* WHAT THE EXERCISE ASKS: Please copy out each line of the listing that contains the word "body".

____

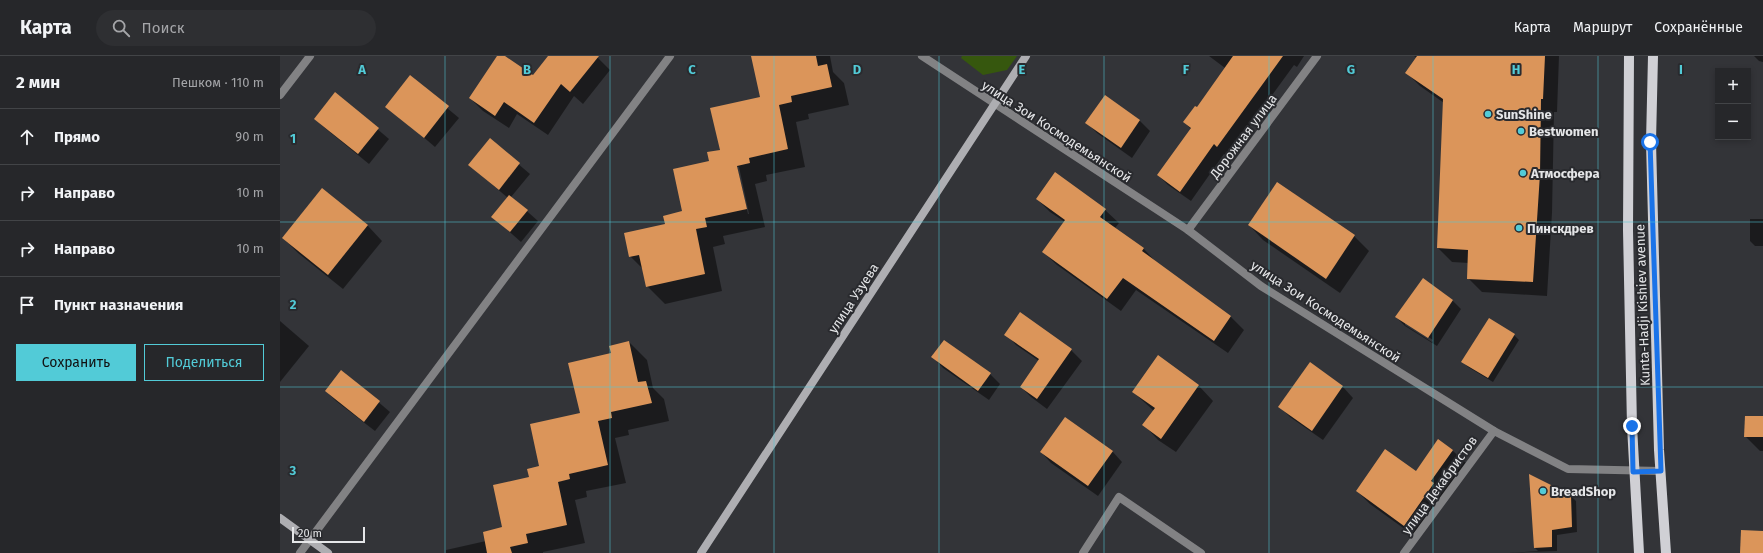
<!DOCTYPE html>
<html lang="ru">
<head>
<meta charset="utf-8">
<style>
  :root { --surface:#26272a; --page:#2e2f32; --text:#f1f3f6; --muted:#a4a5a8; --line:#424447; --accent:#52cbd7 }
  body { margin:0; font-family:"Fira Sans",sans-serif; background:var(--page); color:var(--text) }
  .controls { position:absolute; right:12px; top:12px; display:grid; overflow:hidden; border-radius:0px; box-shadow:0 2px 6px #0003 }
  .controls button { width:36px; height:36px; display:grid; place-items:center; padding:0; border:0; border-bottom:1px solid var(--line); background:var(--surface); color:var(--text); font:20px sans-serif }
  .scale { position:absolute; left:12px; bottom:10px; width:73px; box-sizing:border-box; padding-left:4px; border:2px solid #e5e6e8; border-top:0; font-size:11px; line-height:14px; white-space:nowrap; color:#e5e6e8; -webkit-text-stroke:3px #292a2e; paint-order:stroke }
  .stop { position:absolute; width:12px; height:12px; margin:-9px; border:3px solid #1a73e8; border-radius:50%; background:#fff }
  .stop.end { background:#1a73e8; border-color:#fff; box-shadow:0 1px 4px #0008 }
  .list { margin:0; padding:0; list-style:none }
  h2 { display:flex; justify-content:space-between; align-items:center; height:52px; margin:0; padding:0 16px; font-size:17px }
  h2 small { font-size:13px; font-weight:400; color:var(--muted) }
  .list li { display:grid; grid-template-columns:26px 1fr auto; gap:12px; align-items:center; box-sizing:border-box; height:56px; padding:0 16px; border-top:1px solid var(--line) }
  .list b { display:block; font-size:15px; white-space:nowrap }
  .list em { font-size:13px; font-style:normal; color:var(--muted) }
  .actions { display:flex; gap:8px; padding:12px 16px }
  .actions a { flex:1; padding:9px 0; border:1px solid var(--accent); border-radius:0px; text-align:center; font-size:14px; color:var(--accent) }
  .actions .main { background:var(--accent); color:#111 }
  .icon { flex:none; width:22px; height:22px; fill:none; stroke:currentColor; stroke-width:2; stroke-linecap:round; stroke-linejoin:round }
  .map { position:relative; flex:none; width:1483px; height:497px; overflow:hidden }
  header { display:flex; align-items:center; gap:24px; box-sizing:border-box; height:56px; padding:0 20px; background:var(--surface); border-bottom:1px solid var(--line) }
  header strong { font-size:19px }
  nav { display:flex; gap:22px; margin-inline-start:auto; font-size:14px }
  .search { width:280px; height:36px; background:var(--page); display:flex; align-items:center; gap:10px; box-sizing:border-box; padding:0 14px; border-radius:22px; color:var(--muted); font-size:15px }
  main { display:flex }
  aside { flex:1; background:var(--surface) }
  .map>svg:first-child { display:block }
</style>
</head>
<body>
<header>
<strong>Карта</strong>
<div class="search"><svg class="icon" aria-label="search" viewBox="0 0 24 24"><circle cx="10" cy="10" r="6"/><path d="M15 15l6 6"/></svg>Поиск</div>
<nav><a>Карта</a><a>Маршрут</a><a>Сохранённые</a></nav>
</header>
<main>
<aside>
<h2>2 мин<small>Пешком · 110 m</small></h2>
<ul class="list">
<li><svg class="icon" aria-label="ahead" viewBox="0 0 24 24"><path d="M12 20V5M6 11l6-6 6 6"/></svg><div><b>Прямо</b></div><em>90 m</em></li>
<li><svg class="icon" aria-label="right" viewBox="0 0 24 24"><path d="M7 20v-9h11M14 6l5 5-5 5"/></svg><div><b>Направо</b></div><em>10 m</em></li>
<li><svg class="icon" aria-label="right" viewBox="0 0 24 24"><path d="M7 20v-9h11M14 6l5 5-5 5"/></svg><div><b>Направо</b></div><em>10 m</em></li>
<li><svg class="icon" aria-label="arrive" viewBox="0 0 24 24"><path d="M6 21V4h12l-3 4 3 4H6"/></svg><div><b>Пункт назначения</b></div></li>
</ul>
<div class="actions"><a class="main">Сохранить</a><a>Поделиться</a></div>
</aside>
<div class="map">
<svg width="1483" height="497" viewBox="0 0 1483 497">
  <rect width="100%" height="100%" fill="#333438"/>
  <polygon fill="#36570e" points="682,0 737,0 727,14 703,19 681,2"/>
  <g fill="#0007" fill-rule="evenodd">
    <polygon points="218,0 223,0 253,20 269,0 316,0 330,14 303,48 294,40 268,79 237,58 229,72 203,55 190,42"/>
    <path d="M472,0H550L553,16L564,27L569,49L528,58L529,63L516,66L525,111L486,119L487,125L475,128L485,171L443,180L445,188L433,191L442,235L385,248L367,230L363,213L350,200L403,156L430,106L481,42ZM457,111H459L469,158H468Z"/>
    <polygon points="929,0 1024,0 1017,11 1014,9 948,100 944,98 911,145 888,129 878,119 911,73 904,66 917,52 945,12"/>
    <polygon points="1134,0 1279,0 1277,56 1274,56 1272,157 1267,240 1202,236 1188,222 1189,207 1172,206 1158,192 1164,47 1140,30 1127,17 1137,2"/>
    <polygon points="1474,0 1483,0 1483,6 1479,5"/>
    <polygon points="130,21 179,62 155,91 107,50"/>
    <polygon points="55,37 109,83 89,108 46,73 35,63"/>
    <polygon points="826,41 860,65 870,75 852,102 817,77 807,67"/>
    <polygon points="210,84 250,118 231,141 258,165 241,186 213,161 228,142 189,109"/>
    <polygon points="42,134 88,170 102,185 63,233 18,197 3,182"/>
    <polygon points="757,143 825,154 839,167 835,172 863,192 876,206 951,261 964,274 948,297 856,234 841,255 777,209 763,196 785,166 770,156"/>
    <polygon points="1470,163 1483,163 1483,190 1475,190 1470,185"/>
    <polygon points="969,169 1074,180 1089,195 1060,237 983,184"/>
    <path d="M1172,244L1181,253L1157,290L1125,270L1116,261ZM1125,266L1153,284L1152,286L1125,269Z"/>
    <polygon points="740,258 791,294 802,305 767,353 751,341 741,331 759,305 736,289 726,278"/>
    <polygon points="0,265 29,290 0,326"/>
    <polygon points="1234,279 1239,284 1213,326 1188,311 1183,306"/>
    <polygon points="349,286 367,304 373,332 384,343 389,365 348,374 349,379 335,382 346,427 306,435 307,441 295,444 305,487 263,496 263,497 166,497 166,494 206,485 223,472 250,422 301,358 332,298"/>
    <polygon points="653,301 710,318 720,328 709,344 663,312"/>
    <polygon points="878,301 919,330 933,345 896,396 878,384 864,369 874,355 853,336"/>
    <polygon points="1030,308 1063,331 1073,342 1043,384 1010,361 1000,351"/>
    <polygon points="62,315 110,356 95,375 56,345 46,335"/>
    <polygon points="1483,361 1483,395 1480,395 1465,380"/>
    <polygon points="832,395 842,406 818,440 771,407 761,396"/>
    <polygon points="1173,395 1186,407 1137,482 1090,448 1077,435 1136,416"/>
    <polygon points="1291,440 1296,445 1297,476 1277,479 1277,495 1228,497 1258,495 1254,491"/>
  </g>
  <g fill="#db955a">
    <polygon points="217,0 225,0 253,19 268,0 319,0 290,36 281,28 254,67 224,46 215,60 189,42"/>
    <polygon points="471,0 536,0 538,10 547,8 552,31 511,40 512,46 499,49 508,93 469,102 470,107 457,110 467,153 425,162 427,171 416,173 425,218 366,231 359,199 349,201 344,177 385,168 383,160 402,155 393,113 429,105 427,96 440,94 430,52 480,41"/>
    <polygon points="953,0 1003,0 937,91 934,88 900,136 877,119 911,72 903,66 915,50 917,51"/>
    <polygon points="1137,0 1265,0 1263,43 1261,43 1260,118 1253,226 1187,223 1188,194 1157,192 1163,43 1125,17"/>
    <polygon points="130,19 169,50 144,82 105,51"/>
    <polygon points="55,36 99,72 78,98 34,63"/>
    <polygon points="825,39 860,64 841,92 805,67"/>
    <polygon points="210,82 240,107 219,134 188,109"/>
    <polygon points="775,116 826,153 820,161 864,192 862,195 951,260 934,285 843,222 827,243 762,196 785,164 756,143"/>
    <polygon points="997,126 1075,179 1046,223 968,169"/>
    <polygon points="42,132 88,169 48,219 2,182"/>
    <polygon points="229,139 248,154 230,176 211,161"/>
    <polygon points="1143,222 1173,244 1148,282 1115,261"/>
    <polygon points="740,256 792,293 757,343 740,331 759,303 724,279"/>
    <polygon points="1209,262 1235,278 1208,322 1181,306"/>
    <polygon points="664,284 711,317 698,335 651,301"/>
    <polygon points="349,285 358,326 366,325 372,347 331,356 332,362 318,365 328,409 289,418 290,423 278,426 287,469 246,478 248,487 230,491 232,497 207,497 203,476 222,471 213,429 249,421 247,413 259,410 250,368 300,357 288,307 331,297 329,290"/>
    <polygon points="878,299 919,329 881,383 862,369 875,352 852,336"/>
    <polygon points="1030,306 1063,330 1032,375 998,351"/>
    <polygon points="61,314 100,345 84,366 45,335"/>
    <polygon points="1465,360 1483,360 1483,381 1464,381"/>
    <polygon points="785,361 833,395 808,430 760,396"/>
    <polygon points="1158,383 1173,394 1151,425 1154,427 1124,470 1076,435 1105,393 1136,415"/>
    <polygon points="1249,418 1291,439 1292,471 1272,474 1272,491 1254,492"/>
    <polygon points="1461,474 1483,475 1483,497 1460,497"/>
  </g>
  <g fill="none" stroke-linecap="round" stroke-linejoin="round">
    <g stroke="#828284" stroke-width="8">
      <polyline points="642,0 908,174 981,230 1214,375 1288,413 1381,415"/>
      <polyline points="0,39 30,0"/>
      <polyline points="908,174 1037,0"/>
      <polyline points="20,497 390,0"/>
      <polyline points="803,497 839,441 921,497"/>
      <polyline points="1124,497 1214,375"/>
    </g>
    <g stroke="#aeaeb2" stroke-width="8">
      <polyline points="0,462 48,497"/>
      <polyline points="421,497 746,0"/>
    </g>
    <g stroke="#d0d0d5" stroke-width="10">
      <polyline points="1349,0 1348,174 1352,370 1359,497"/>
      <polyline points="1373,0 1371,86 1379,394 1386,497"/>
    </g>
  </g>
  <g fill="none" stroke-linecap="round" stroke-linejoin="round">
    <polyline stroke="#1a73e8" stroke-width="5" points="1352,370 1353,416 1381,415 1370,86"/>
  </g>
  <path fill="none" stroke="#52cbd7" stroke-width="1" stroke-opacity="0.55" d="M165,0V497M330,0V497M494,0V497M659,0V497M824,0V497M989,0V497M1153,0V497M1318,0V497M0,166H1483M0,331H1483"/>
  <g fill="#52cbd7" stroke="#292a2e" stroke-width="1.5">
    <circle cx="1208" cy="58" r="4"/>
    <circle cx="1241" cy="75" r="4"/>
    <circle cx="1243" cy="117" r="4"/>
    <circle cx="1239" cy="172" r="4"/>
    <circle cx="1263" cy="435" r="4"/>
  </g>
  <g text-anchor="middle" stroke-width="4" stroke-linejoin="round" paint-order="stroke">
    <g font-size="13" font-weight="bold" fill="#e5e6e8" stroke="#292a2e" text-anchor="start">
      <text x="1216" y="63">SunShine</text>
      <text x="1249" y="80">Bestwomen</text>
      <text x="1251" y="122">Атмосфера</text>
      <text x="1247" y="177">Пинскдрев</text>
      <text x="1271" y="440">BreadShop</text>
    </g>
    <g font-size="13" fill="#e5e6e8" stroke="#292a2e">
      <text transform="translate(777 75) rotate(33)" y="5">улица Зои Космодемьянской</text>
      <text transform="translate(963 80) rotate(-53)" y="5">Дорожная улица</text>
      <text transform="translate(573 242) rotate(-57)" y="5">улица Узуева</text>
      <text transform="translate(1362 249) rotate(-92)" y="5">Kunta-Hadji Kishiev avenue</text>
      <text transform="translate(1046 255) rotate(33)" y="5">улица Зои Космодемьянской</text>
      <text transform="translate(1159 429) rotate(-54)" y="5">улица Декабристов</text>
    </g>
  </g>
  <g font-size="13" text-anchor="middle" font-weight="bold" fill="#52cbd7" stroke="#292a2e" stroke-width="4" stroke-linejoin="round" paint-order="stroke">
    <text x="82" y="18">A</text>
    <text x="247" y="18">B</text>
    <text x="412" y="18">C</text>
    <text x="577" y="18">D</text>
    <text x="742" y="18">E</text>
    <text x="906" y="18">F</text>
    <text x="1071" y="18">G</text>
    <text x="1236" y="18">H</text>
    <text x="1401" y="18">I</text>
    <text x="13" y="87">1</text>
    <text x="13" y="253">2</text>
    <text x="13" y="419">3</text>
  </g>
</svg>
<div class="controls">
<button>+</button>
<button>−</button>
</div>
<div class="scale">20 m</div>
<div class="stop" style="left:1370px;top:86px"></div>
<div class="stop end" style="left:1352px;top:370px"></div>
</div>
</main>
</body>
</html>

____

* RESULT OF THE EXERCISE:
  body { margin:0; font-family:"Fira Sans",sans-serif; background:var(--page); color:var(--text) }
<body>
</body>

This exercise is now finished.